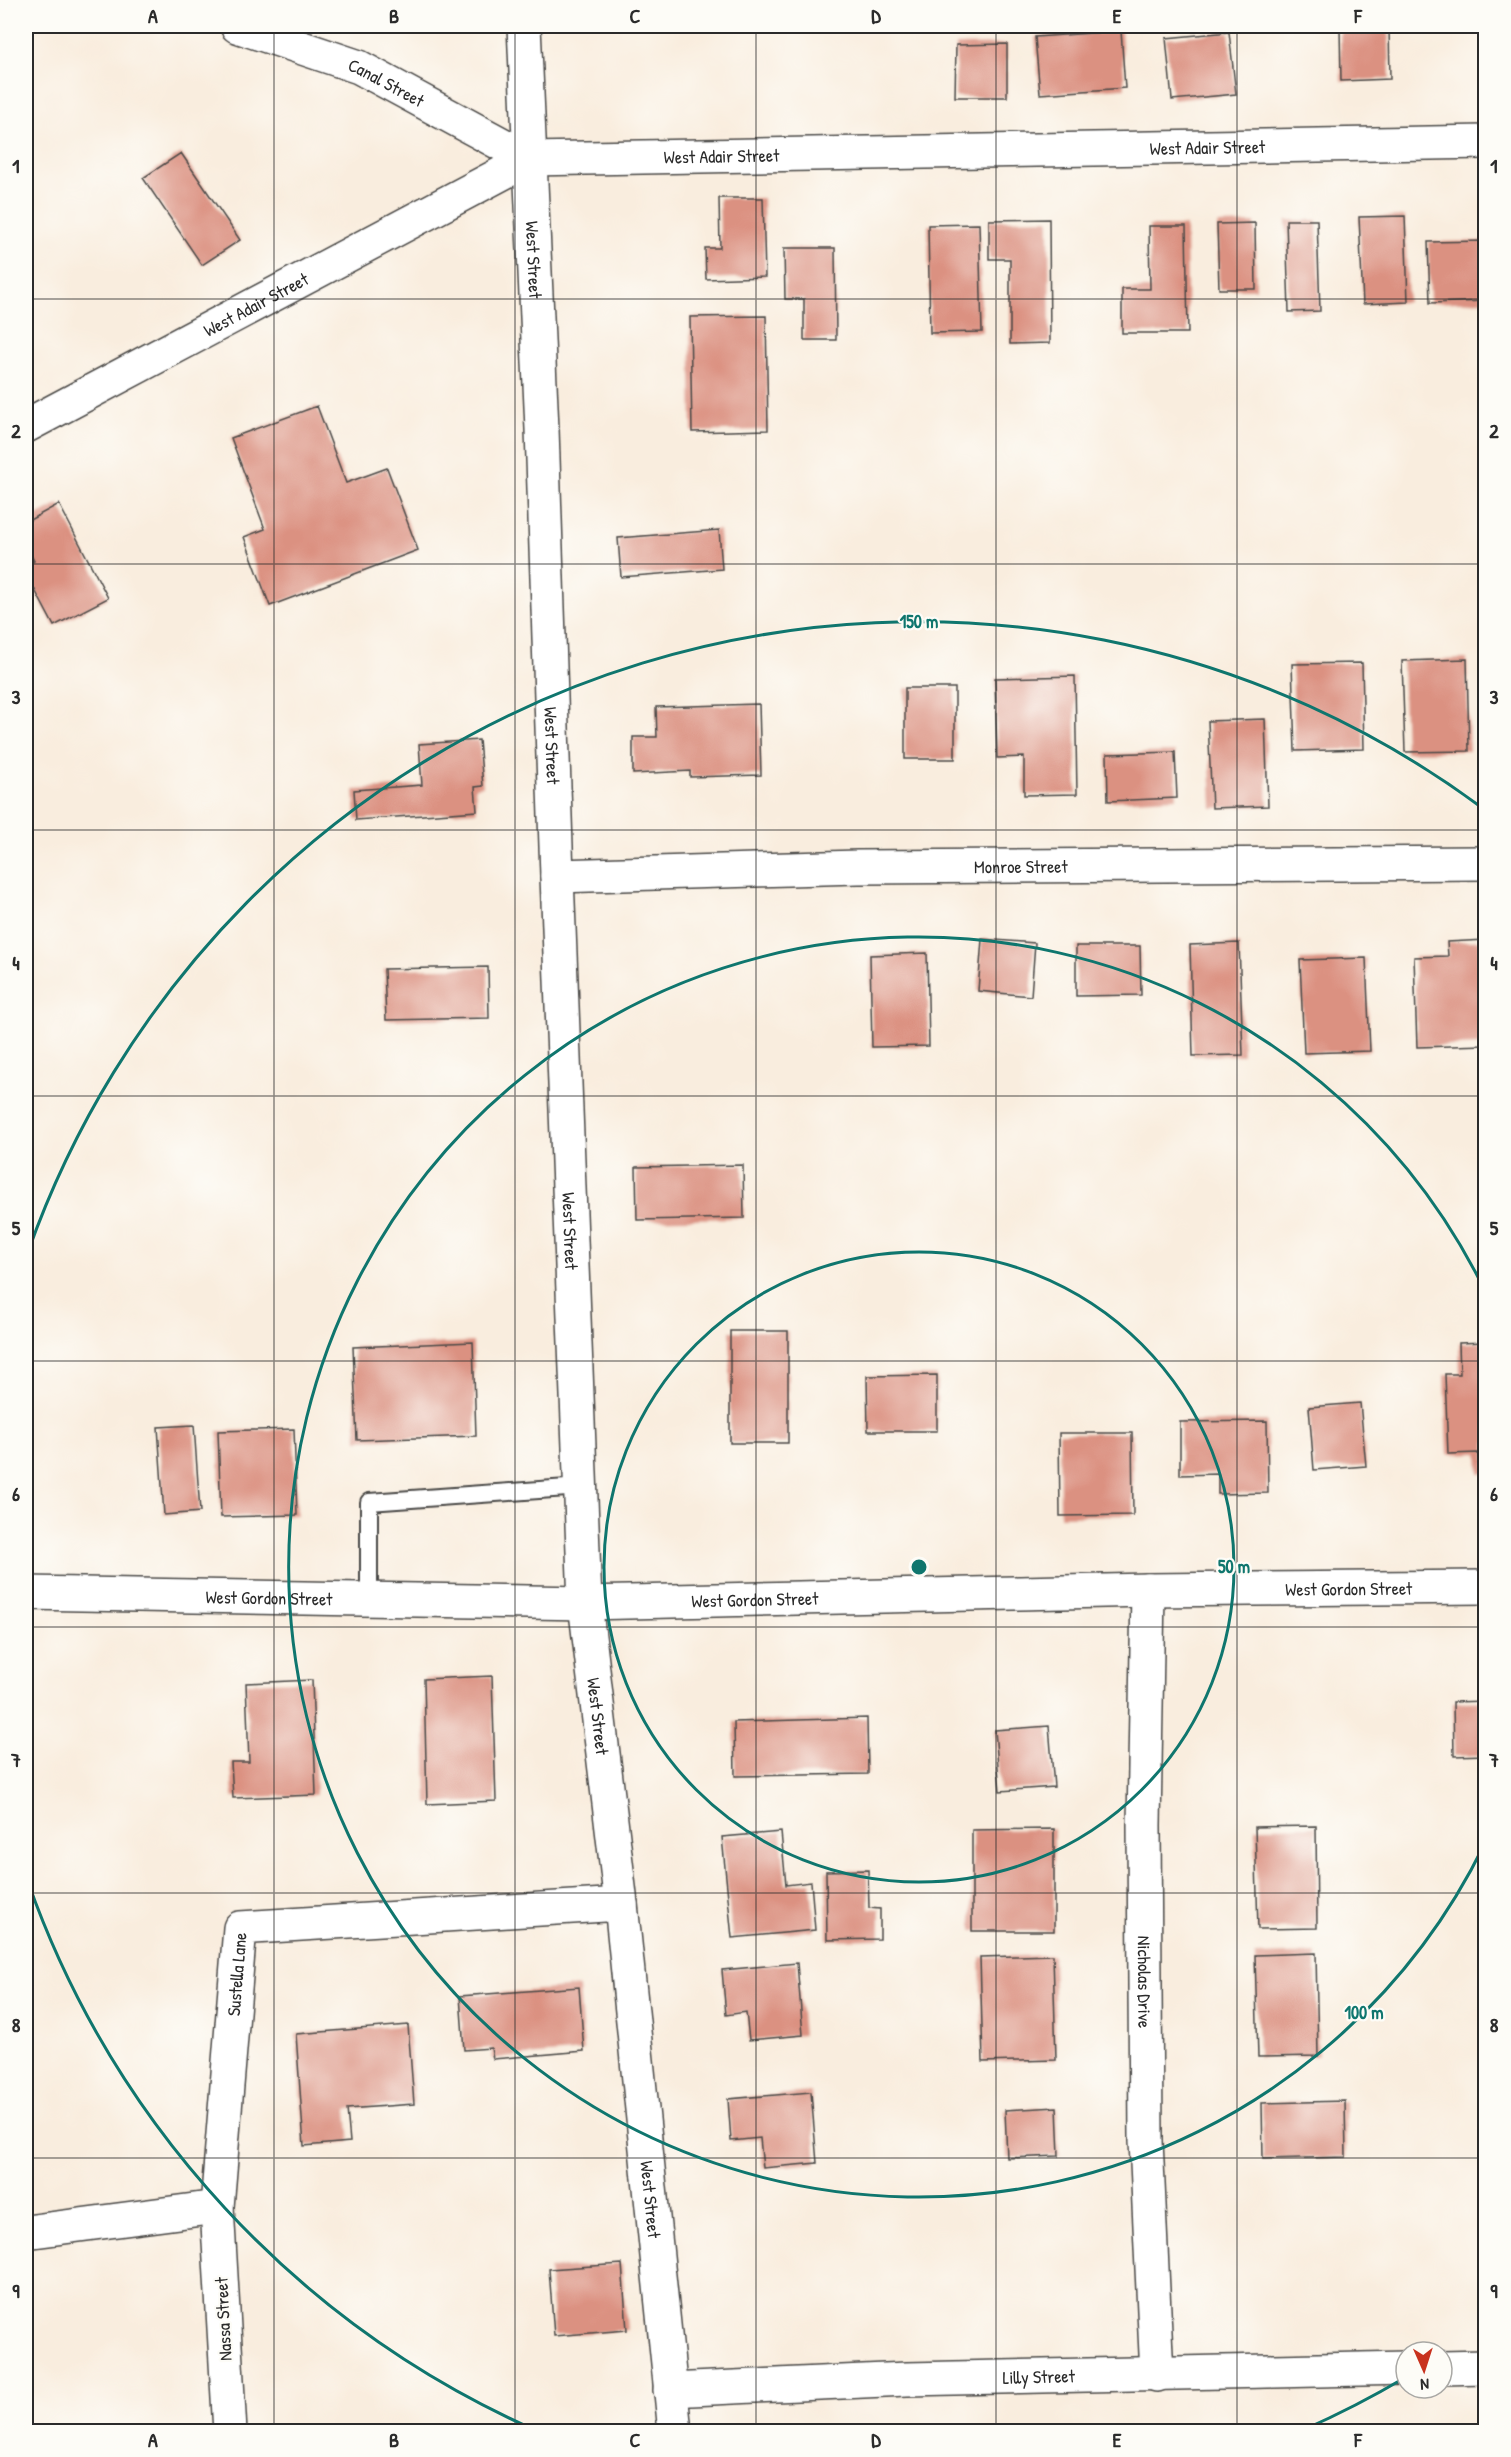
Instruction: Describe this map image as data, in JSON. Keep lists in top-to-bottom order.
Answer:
{
  "streets": {
    "street": [
      "Canal Street",
      "West Adair Street",
      "West Street",
      "Monroe Street",
      "West Gordon Street",
      "Sustella Lane",
      "Nicholas Drive",
      "Nassa Street",
      "Lilly Street"
    ]
  },
  "crossings": [
    ["Canal Street", "West Adair Street"],
    ["Canal Street", "West Street"],
    ["West Adair Street", "West Street"],
    ["West Street", "Monroe Street"],
    ["West Street", "West Gordon Street"],
    ["West Street", "Sustella Lane"],
    ["West Street", "Lilly Street"],
    ["West Gordon Street", "Nicholas Drive"],
    ["Sustella Lane", "Nassa Street"],
    ["Nicholas Drive", "Lilly Street"]
  ],
  "north": "bottom",
  "grid": {
    "columns": [
      "A",
      "B",
      "C",
      "D",
      "E",
      "F"
    ],
    "rows": [
      "1",
      "2",
      "3",
      "4",
      "5",
      "6",
      "7",
      "8",
      "9"
    ]
  },
  "rings": ["150 m", "50 m", "100 m"]
}
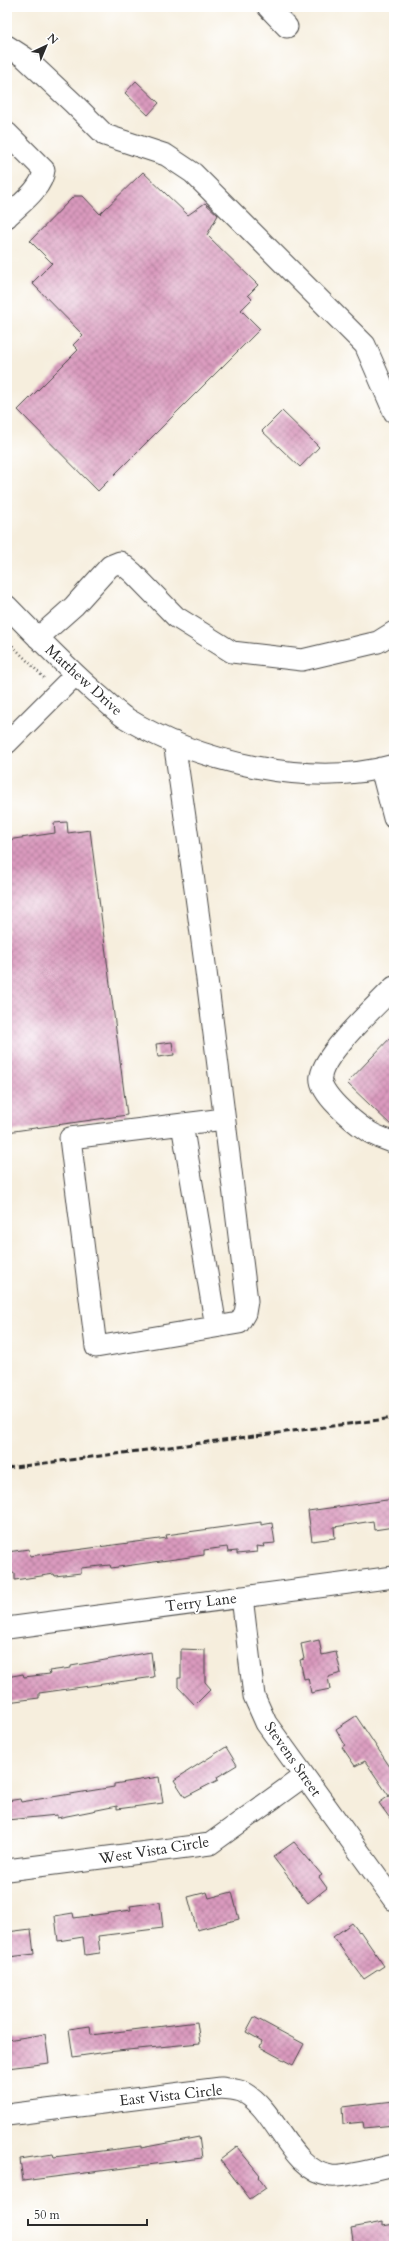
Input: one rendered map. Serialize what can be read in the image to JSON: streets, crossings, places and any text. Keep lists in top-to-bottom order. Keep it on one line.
{"streets":{"street":["Matthew Drive","Terry Lane","Stevens Street","West Vista Circle","East Vista Circle"]},"crossings":[["Terry Lane","Stevens Street"],["Stevens Street","West Vista Circle"]],"scale_bar":"50 m","north":"top right"}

-*-

Everything from the line with "Input: one rendered" through the final line of the entries above must be duplicated exactly; both ends belong, and no other line does.

Input: one rendered map. Serialize what can be read in the image to JSON: streets, crossings, places and any text. Keep lists in top-to-bottom order. Keep it on one line.
{"streets":{"street":["Matthew Drive","Terry Lane","Stevens Street","West Vista Circle","East Vista Circle"]},"crossings":[["Terry Lane","Stevens Street"],["Stevens Street","West Vista Circle"]],"scale_bar":"50 m","north":"top right"}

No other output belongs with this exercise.